Do these places deserve more roads? Look at a map of Alaska. Look at the towns. Now look at the roads connecting them. Most of the state has no roads at all. The village where I'm typing this is 280 miles from the nearest road. As a result, a trip to Wal-Mart costs me $500 on a small plane to Fairbanks. A gallon of milk costs $12 at the local grocery store. Gas is running at $4.20 a gallon. A road between my village and Fairbanks would radically reduce the cost of living, as well as help connect us to the rest of the economy of North America. Of course, building the road would mean a road to "nowhere."
The critics of the bridges have their arguments backwards. Gravina Island, located next to Ketchikan, has 50 residents because the only way to get there right now is by boat. Since there is no infrastructure, there are no residents. You need to build the infrastructure first to get the residents. The Knik Arm bridge will connect a relatively unpopulated section of the Mat-Su valley to Anchorage; it will also turn a 60-minute commute from Wasilla into a 20-minute drive. You don't often find commuters "nowhere."
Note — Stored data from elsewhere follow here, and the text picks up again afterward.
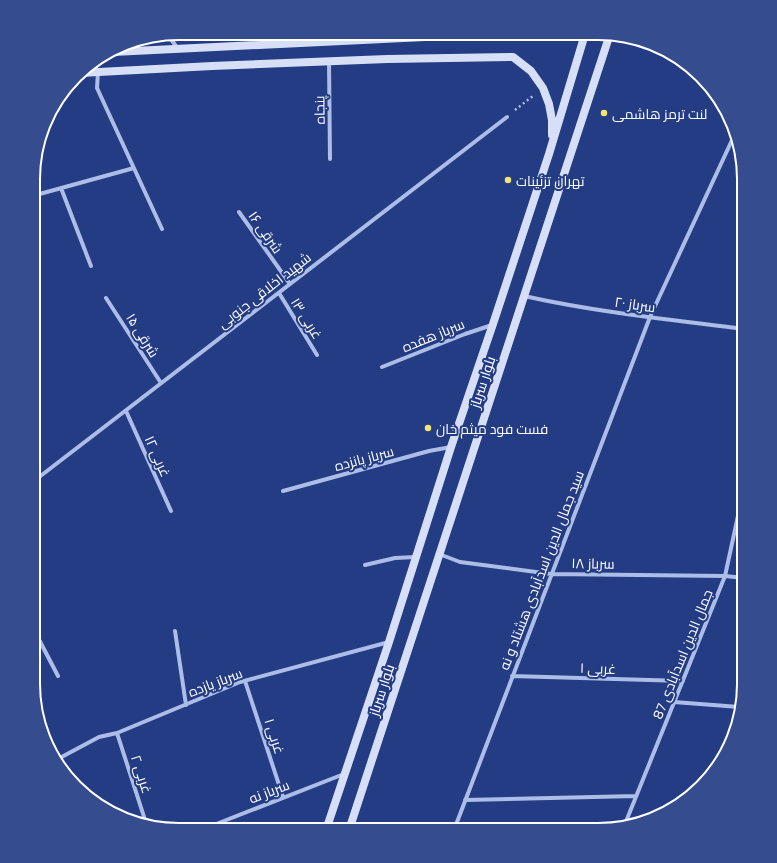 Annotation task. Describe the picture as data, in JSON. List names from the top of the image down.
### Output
{
  "streets": {
    "main road": ["بلوار سرباز"],
    "street": [
      "پنجاه",
      "شرقی ۱۶",
      "شهید اخلاقی جنوبی",
      "سرباز ۲۰",
      "غربی ۱۳",
      "شرقی ۱۵",
      "سرباز هفده",
      "غربی ۱۲",
      "سرباز پانزده",
      "سرباز ۱۸",
      "سید جمال الدین اسدآبادی هشتاد و نه",
      "جمال الدین اسدآبادی 87",
      "غربی ۱",
      "سرباز یازده",
      "غربی ۲",
      "سرباز نه"
    ]
  },
  "crossings": [
    ["شرقی ۱۶", "شهید اخلاقی جنوبی"],
    ["شهید اخلاقی جنوبی", "غربی ۱۳"],
    ["شهید اخلاقی جنوبی", "شرقی ۱۵"],
    ["شهید اخلاقی جنوبی", "غربی ۱۲"],
    ["سرباز ۲۰", "بلوار سرباز"],
    ["سرباز ۲۰", "سید جمال الدین اسدآبادی هشتاد و نه"],
    ["سرباز هفده", "بلوار سرباز"],
    ["بلوار سرباز", "سرباز پانزده"],
    ["بلوار سرباز", "سرباز ۱۸"],
    ["بلوار سرباز", "سرباز یازده"],
    ["بلوار سرباز", "سرباز نه"],
    ["سرباز ۱۸", "سید جمال الدین اسدآبادی هشتاد و نه"],
    ["سرباز ۱۸", "جمال الدین اسدآبادی 87"],
    ["سید جمال الدین اسدآبادی هشتاد و نه", "غربی ۱"],
    ["جمال الدین اسدآبادی 87", "غربی ۱"],
    ["غربی ۱", "سرباز یازده"],
    ["غربی ۱", "سرباز نه"],
    ["سرباز یازده", "غربی ۲"]
  ],
  "places": ["لنت ترمز هاشمی", "تهران تزئینات", "فست فود میثم خان"]
}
There is a long tradition in this country of building infrastructure with government funding to boost local economies. The Cumberland Road went "nowhere" at first. The railroads in the 19th century went through vast expanses of "nowhere." The Golden Gate bridge connected San Francisco to "nowhere," the undeveloped sections of Marin County. The Mackinac Straits bridge went from lower Michigan to "nowhere." A lot of the interstate highway system goes "nowhere."
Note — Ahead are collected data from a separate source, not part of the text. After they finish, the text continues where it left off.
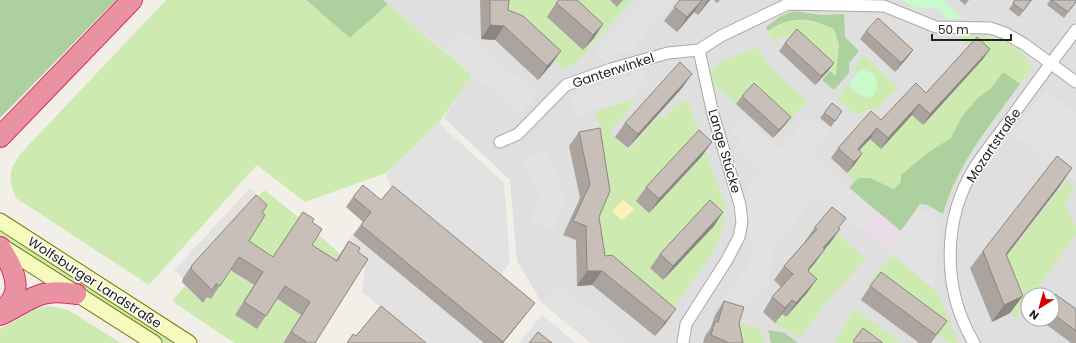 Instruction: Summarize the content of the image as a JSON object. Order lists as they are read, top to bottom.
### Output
{
  "streets": {
    "main road": ["Wolfsburger Landstraße"],
    "street": ["Ganterwinkel", "Mozartstraße", "Lange Stücke"]
  },
  "crossings": [
    ["Ganterwinkel", "Lange Stücke"]
  ],
  "scale_bar": "50 m",
  "north": "bottom left"
} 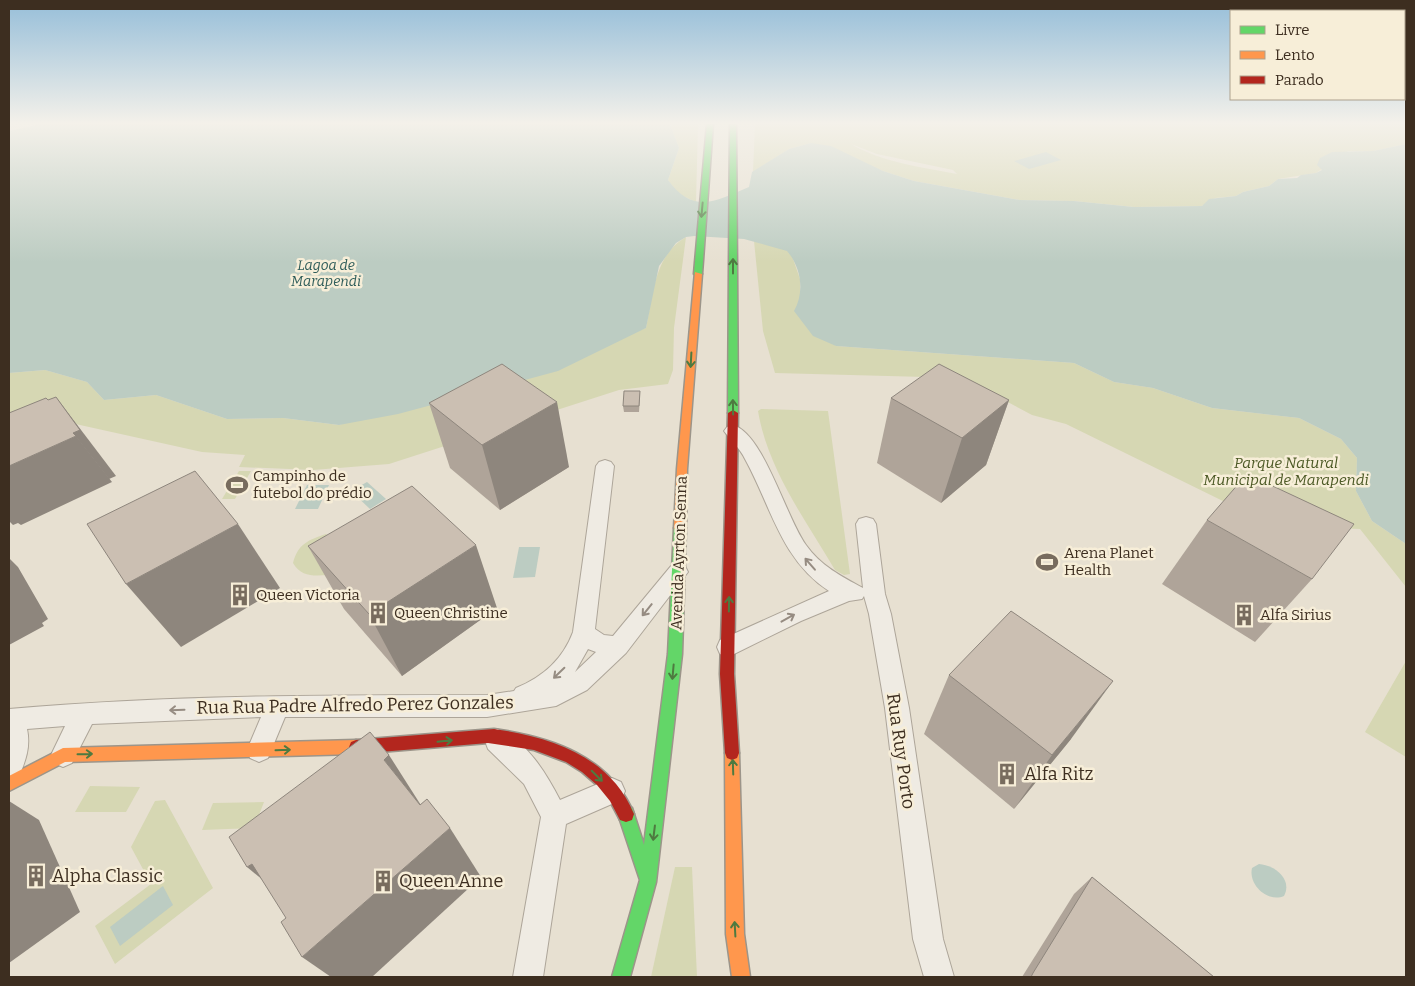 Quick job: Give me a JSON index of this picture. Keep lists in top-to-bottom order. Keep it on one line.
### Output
{"streets":{"main road":["Avenida Ayrton Senna"],"street":["Rua Rua Padre Alfredo Perez Gonzales","Rua Ruy Porto"]},"crossings":[["Avenida Ayrton Senna","Rua Rua Padre Alfredo Perez Gonzales"]],"one_way":["Rua Rua Padre Alfredo Perez Gonzales"],"water":["Lagoa de Marapendi"],"parks":["Parque Natural Municipal de Marapendi"],"places":{"sports":["Campinho de futebol do prédio","Arena Planet Health"],"building":["Queen Victoria","Queen Christine","Alfa Sirius","Alfa Ritz","Alpha Classic","Queen Anne"]},"legend":["Livre","Lento","Parado"]} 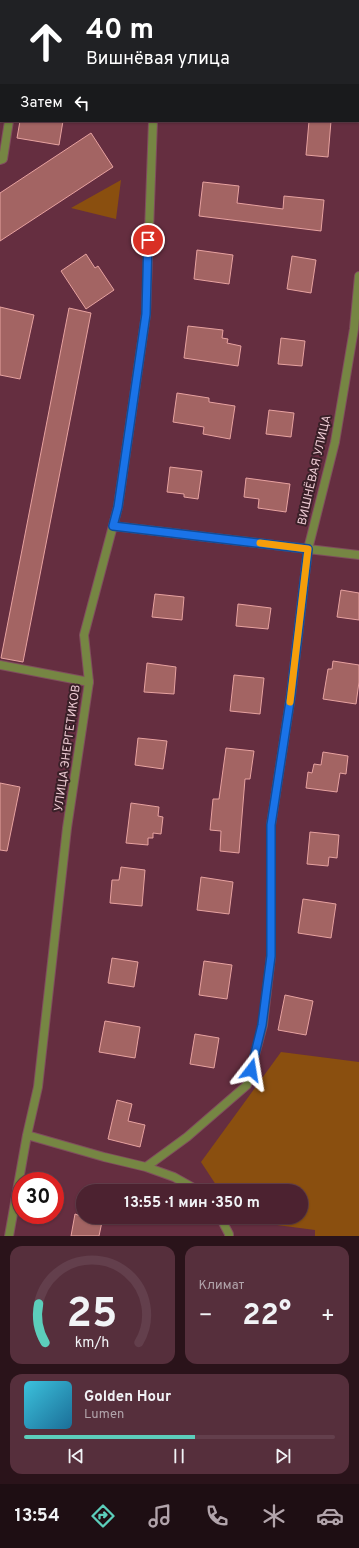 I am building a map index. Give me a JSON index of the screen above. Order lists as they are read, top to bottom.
{
  "streets": {
    "street": ["ВИШНЁВАЯ УЛИЦА", "УЛИЦА ЭНЕРГЕТИКОВ"]
  },
  "page": {
    "turn": ["40 m", "Вишнёвая улица"],
    "then": "Затем",
    "limit": "30",
    "trip": "13:55 · 1 мин · 350 m",
    "tile": "Климат",
    "heat": ["−", "22°", "+"],
    "song": ["Golden Hour", "Lumen"],
    "tabs": "13:54",
    "gauge": ["25", "km/h"]
  }
}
Sure, there are boondoggles, from the C and O Canal to the poorly built dikes around New Orleans. On the other hand, there's Hoover Dam and the George Washington Bridge. A good argument could be made that one of the things that government does well is build infrastructure; certainly the founders had that in mind when one of the specific duties of government was the construction of "post roads" and other infrastructure to help commerce.
It would help Ketchikan to have a bridge connecting that city to Gravina Island. It would help Southeast to have a road connecting most of the towns there, too. It would help Alaska to have roads connecting Nome and Bethel and Barrow to Fairbanks, too. (The Knik Arm bridge would cut one hour off the trip between Anchorage and Fairbanks.)
Of course, if nothing is done, no roads are build, no bridges allowed to connect our communities with the rest of the state, most of the state will remain "nowhere." Villages will languish in poverty. Economies will have nowhere to grow. Notice that the first thing that they had to do when oil was developed at Prudhoe Bay was build a road. The road went "nowhere" until the trucks rolled up the road, built the pipeline, and put in the oil derricks.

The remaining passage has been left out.